In Vallecillo v. U.S. Department of Housing and Urban Development (HUD), (5th Cir. No. 05-50238)(November 22, 2005), the Court of Appeals for the Fifth Circuit has affirmed the U.S. District Court for the Western District of Texas decision that a Hispanic HUD employee was not harassed and was not forced to quit his job.

HUD hired Peter Vallecillo as a Community Builder (“CB”) Fellow in September of 1998. The CB program sought to provide out-reach services and foster community and economic development in approximately 81 HUD regions. After candidates for this program were selected, HUD’s human resource department reviewed each candidate’s prior experience and recommended a salary grade level of GS-13 thru GS-15. Mr. Vallecillo was hired at the GS-13 level.
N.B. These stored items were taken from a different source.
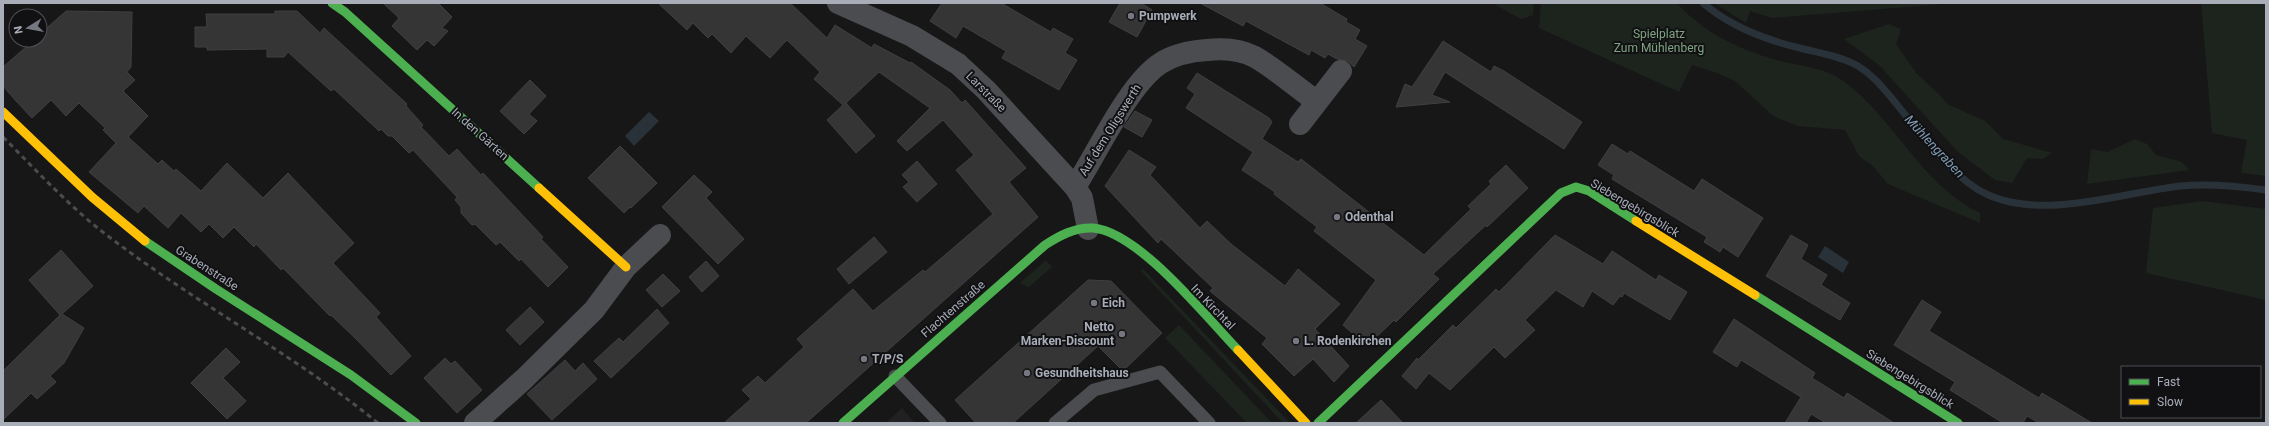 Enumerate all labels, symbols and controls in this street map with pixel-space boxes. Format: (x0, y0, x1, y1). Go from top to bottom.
north arrow (8, 8, 48, 48)
place label: Pumpwerk (1139, 9, 1197, 23)
marker: Pumpwerk (1126, 11, 1136, 21)
text: N (12, 25, 26, 35)
park label: Spielplatz Zum Mühlenberg (1614, 27, 1704, 55)
street label: Larstraße (963, 69, 1009, 115)
street label: Auf dem Oligswerth (1076, 82, 1144, 178)
street label: In den Gärten (449, 105, 511, 163)
water label: Mühlengraben (1902, 112, 1968, 181)
street label: Siebengebirgsblick (1588, 176, 1683, 240)
place label: Odenthal (1345, 210, 1394, 224)
marker: Odenthal (1332, 212, 1342, 222)
street label: Grabenstraße (173, 242, 241, 294)
street label: Flachtenstraße (918, 278, 988, 340)
street label: Im Kirchtal (1188, 281, 1238, 333)
place label: Eich (1102, 296, 1125, 310)
marker: Eich (1089, 298, 1099, 308)
place label: Netto Marken-Discount (1021, 320, 1114, 348)
marker: Netto Marken-Discount (1117, 329, 1127, 339)
place label: L. Rodenkirchen (1304, 334, 1392, 348)
marker: L. Rodenkirchen (1291, 336, 1301, 346)
street label: Siebengebirgsblick (1864, 346, 1957, 412)
place label: T/P/S (872, 352, 903, 366)
marker: T/P/S (859, 354, 869, 364)
place label: Gesundheitshaus (1035, 366, 1129, 380)
legend (2121, 366, 2261, 418)
marker: Gesundheitshaus (1022, 368, 1032, 378)
text: Fast (2157, 375, 2180, 389)
text: Slow (2157, 395, 2183, 409) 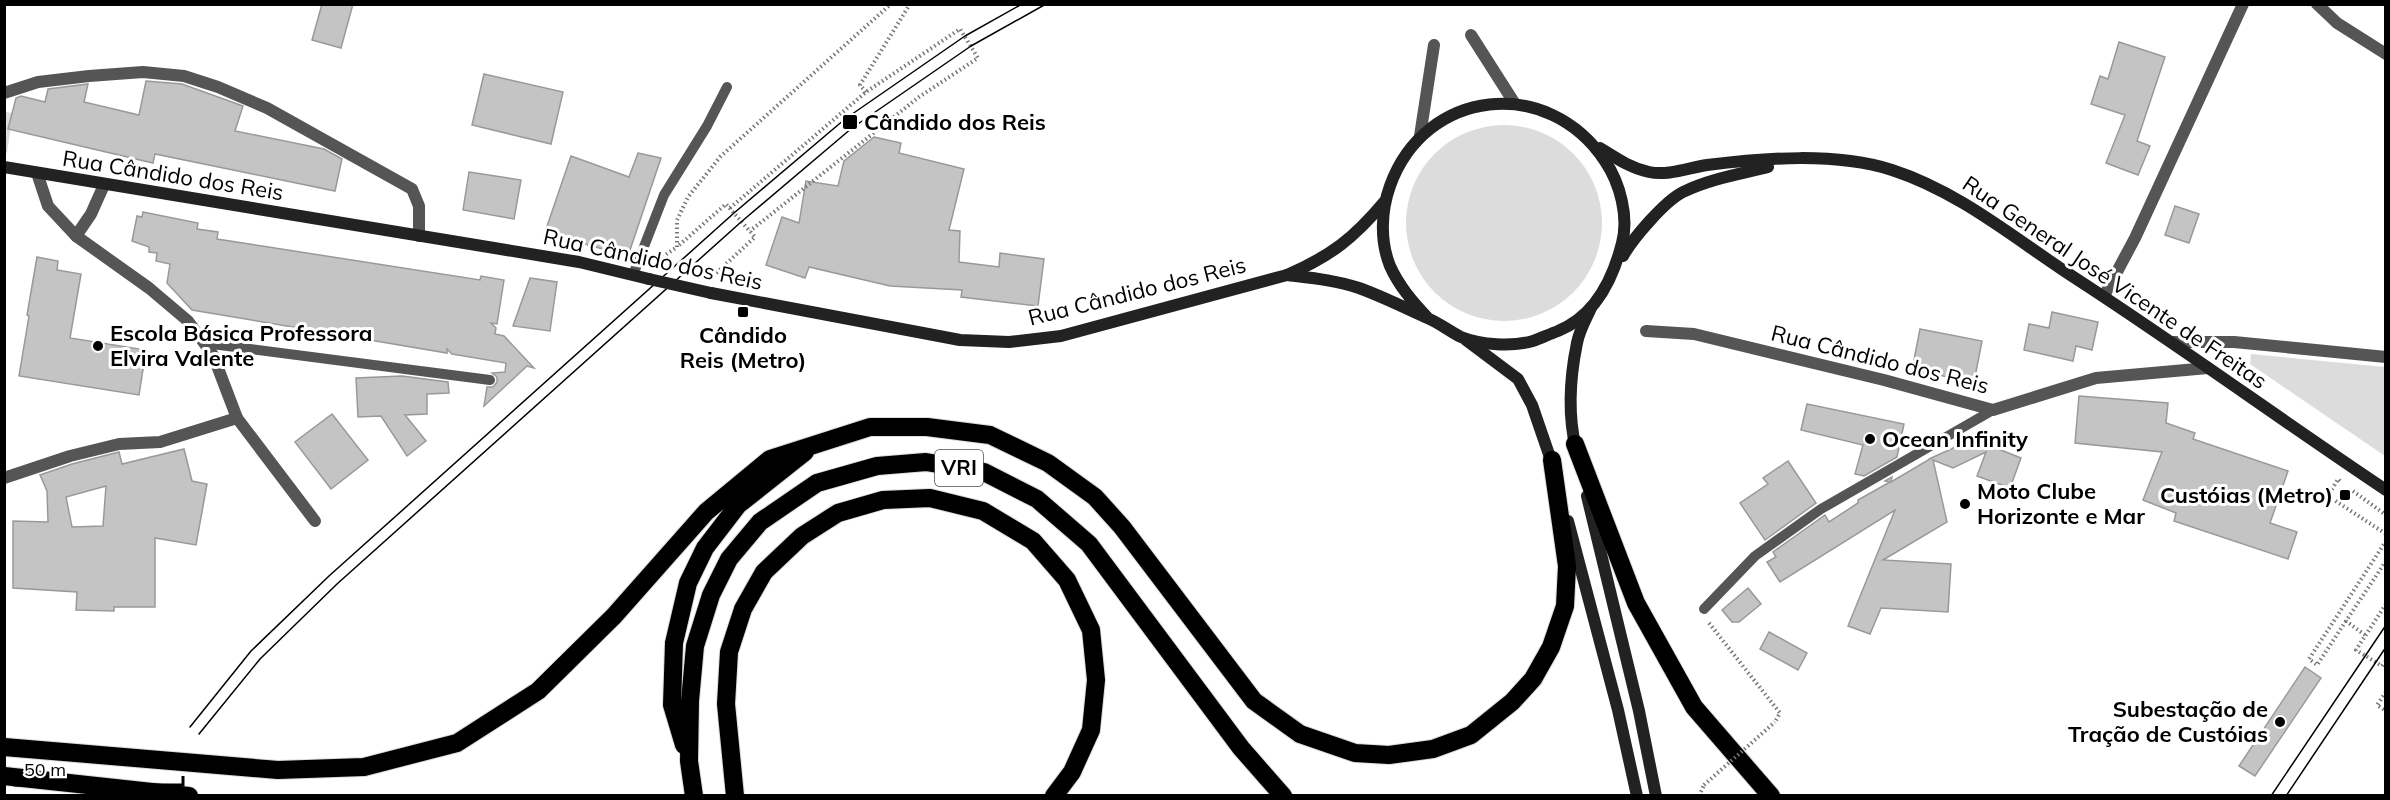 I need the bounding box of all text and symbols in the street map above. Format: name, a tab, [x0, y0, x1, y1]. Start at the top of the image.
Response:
place label: Cândido dos Reis	[864, 108, 1046, 136]
marker: Cândido dos Reis	[841, 113, 859, 131]
street label: Rua Cândido dos Reis	[60, 144, 286, 206]
street label: Rua General José Vicente de Freitas	[1957, 169, 2273, 395]
street label: Rua Cândido dos Reis	[541, 222, 765, 296]
street label: Rua Cândido dos Reis	[1025, 250, 1249, 332]
marker: Cândido Reis (Metro)	[736, 305, 750, 319]
street label: Rua Cândido dos Reis	[1768, 318, 1992, 400]
place label: Escola Básica Professora Elvira Valente	[110, 319, 373, 372]
place label: Cândido Reis (Metro)	[680, 321, 806, 374]
marker: Escola Básica Professora Elvira Valente	[91, 339, 105, 353]
place label: Ocean Infinity	[1882, 425, 2028, 453]
marker: Ocean Infinity	[1863, 432, 1877, 446]
road number: VRI	[935, 450, 983, 486]
place label: Moto Clube Horizonte e Mar	[1977, 477, 2145, 530]
place label: Custóias (Metro)	[2160, 481, 2333, 509]
marker: Custóias (Metro)	[2338, 488, 2352, 502]
marker: Moto Clube Horizonte e Mar	[1958, 497, 1972, 511]
place label: Subestação de Tração de Custóias	[2068, 695, 2268, 748]
marker: Subestação de Tração de Custóias	[2273, 715, 2287, 729]
scale bar	[15, 749, 183, 787]
text: 50 m	[24, 758, 66, 781] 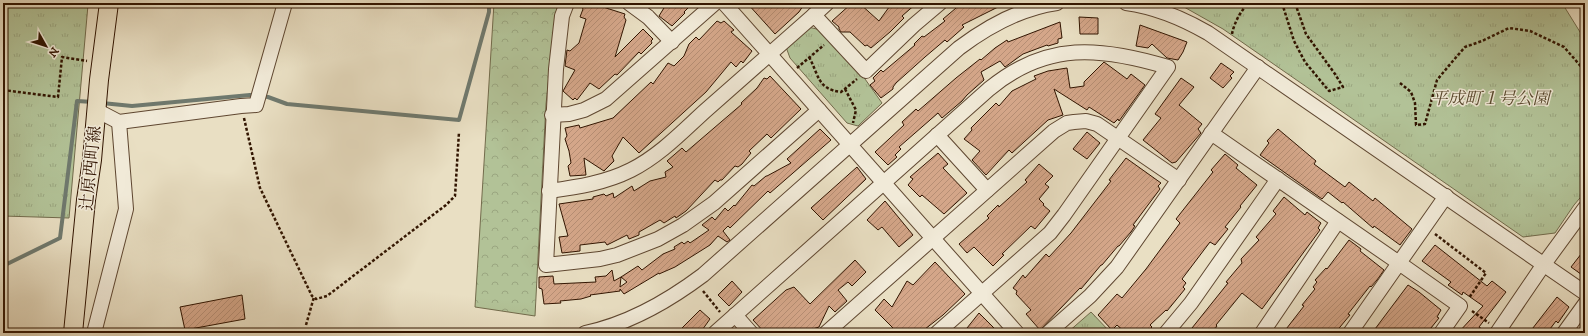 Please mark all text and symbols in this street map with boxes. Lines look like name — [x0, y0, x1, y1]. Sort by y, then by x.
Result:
north arrow — [26, 26, 66, 66]
text: N — [45, 44, 61, 60]
park label: 平成町１号公園 — [1431, 88, 1552, 110]
street label: 辻原西町線 — [76, 125, 106, 212] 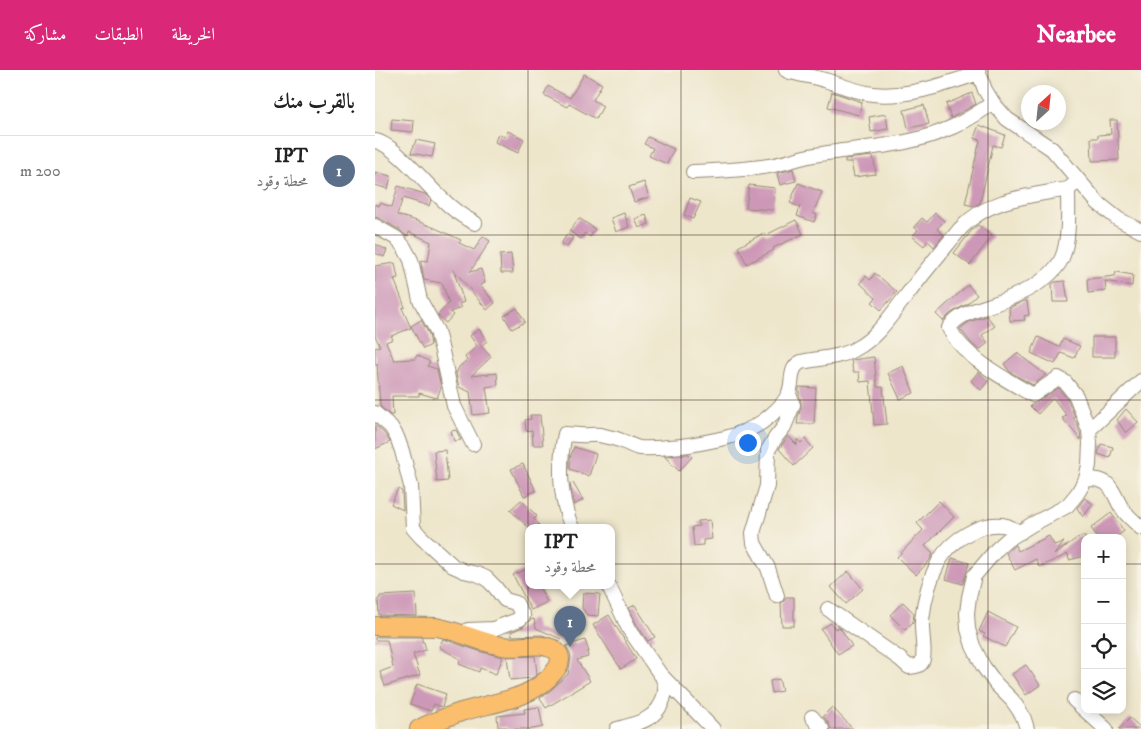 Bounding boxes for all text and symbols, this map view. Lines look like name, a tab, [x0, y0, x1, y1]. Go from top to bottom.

Throughout his employment at HUD, Mr. Vallecillo, a Hispanic, complained that Hispanics were under-represented in the CB program and were paid less than Caucasian and African American employees. After he had questioned HUD’s employment practices, Mr. Vallecillo alleged that he was harassed. Mr. Vallecillo claimed he was accused of behaving inappropriately, accused of keeping unprofessional office hours, rated “fully successful” while his co-workers received higher ratings, was referred to as “Che Guevara,” and as an “aggressive Hispanic.” Mr. Vallecillo also received a memorandum of counseling admonishing him for verbal confrontations with his supervisors, for his negative attitude with his immediate supervisor, and for alleged misuse of the program’s e-mail system. One of Mr. Vallecillo’s supervisors commented on the need to transfer Mr. Vallecillo to Ft. Worth, Texas; subsequently Mr. Vallecillo claims that he received an e-mail notifying him that he would be transferred to the Ft. Worth territory. On October 29, 1999, Mr. Vallecillo resigned from his position.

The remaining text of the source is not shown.